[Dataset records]
+-------+
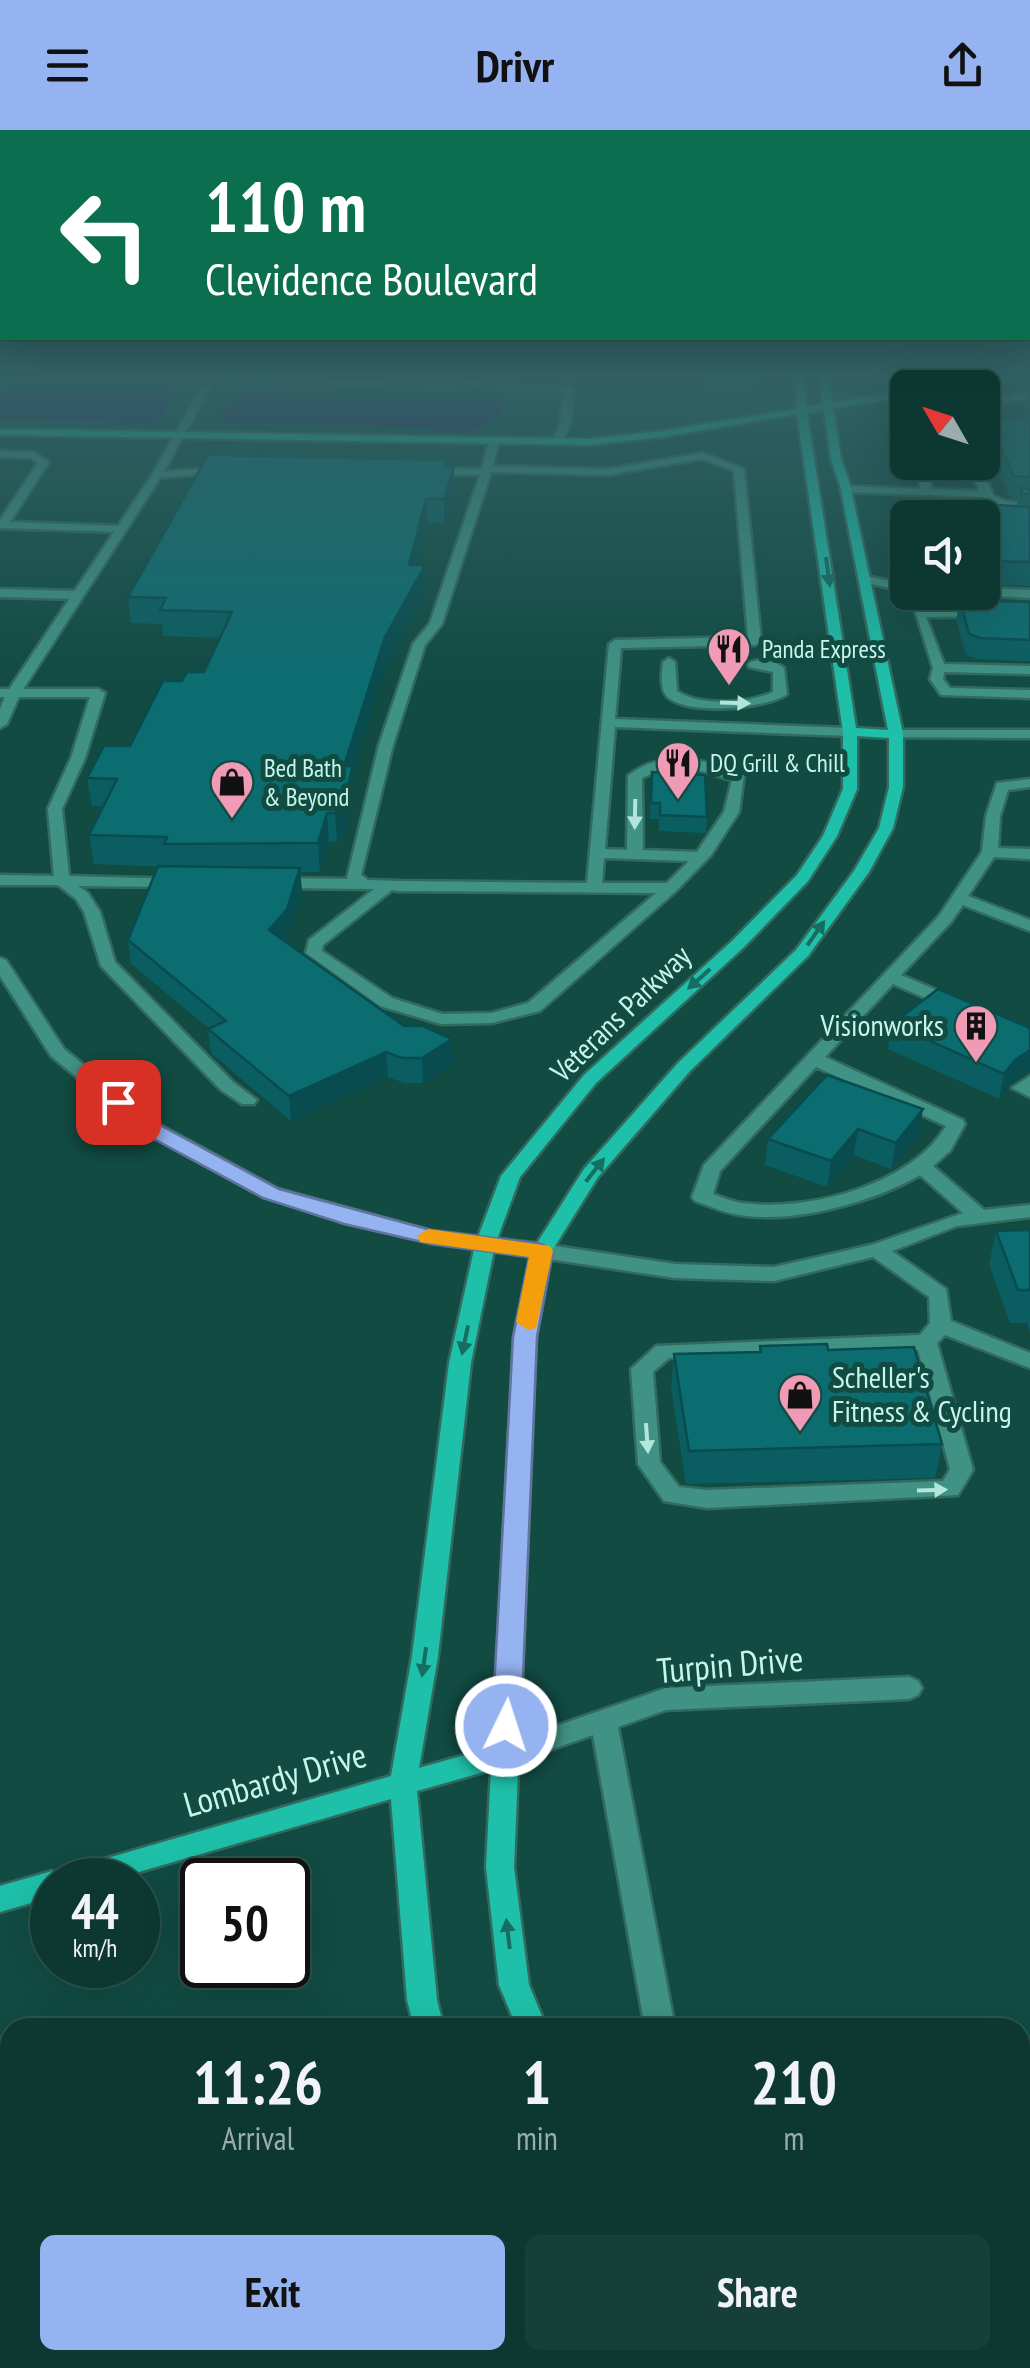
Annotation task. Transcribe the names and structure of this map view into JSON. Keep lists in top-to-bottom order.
{
  "streets": {
    "main road": ["Veterans Parkway", "Lombardy Drive"],
    "street": ["Turpin Drive"]
  },
  "crossings": [
    ["Veterans Parkway", "Lombardy Drive"],
    ["Turpin Drive", "Lombardy Drive"]
  ],
  "places": {
    "restaurant": ["Panda Express", "DQ Grill & Chill"],
    "shop": ["Bed Bath & Beyond", "Scheller's Fitness & Cycling"],
    "building": ["Visionworks"]
  },
  "north": "top left",
  "page": {
    "header": "Drivr",
    "turn": ["110 m", "Clevidence Boulevard"],
    "speed": "44 km/h",
    "limit": "50",
    "eta": [
      "11:26",
      "Arrival",
      "1",
      "min",
      "210",
      "m"
    ],
    "buttons": ["Exit", "Share"]
  }
}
+-------+
Aim of the exercise:
Copy out all the data exactly, skipping the pictures.

Solution for this task:
Annotation task. Transcribe the names and structure of this map view into JSON. Keep lists in top-to-bottom order.
{
  "streets": {
    "main road": ["Veterans Parkway", "Lombardy Drive"],
    "street": ["Turpin Drive"]
  },
  "crossings": [
    ["Veterans Parkway", "Lombardy Drive"],
    ["Turpin Drive", "Lombardy Drive"]
  ],
  "places": {
    "restaurant": ["Panda Express", "DQ Grill & Chill"],
    "shop": ["Bed Bath & Beyond", "Scheller's Fitness & Cycling"],
    "building": ["Visionworks"]
  },
  "north": "top left",
  "page": {
    "header": "Drivr",
    "turn": ["110 m", "Clevidence Boulevard"],
    "speed": "44 km/h",
    "limit": "50",
    "eta": [
      "11:26",
      "Arrival",
      "1",
      "min",
      "210",
      "m"
    ],
    "buttons": ["Exit", "Share"]
  }
}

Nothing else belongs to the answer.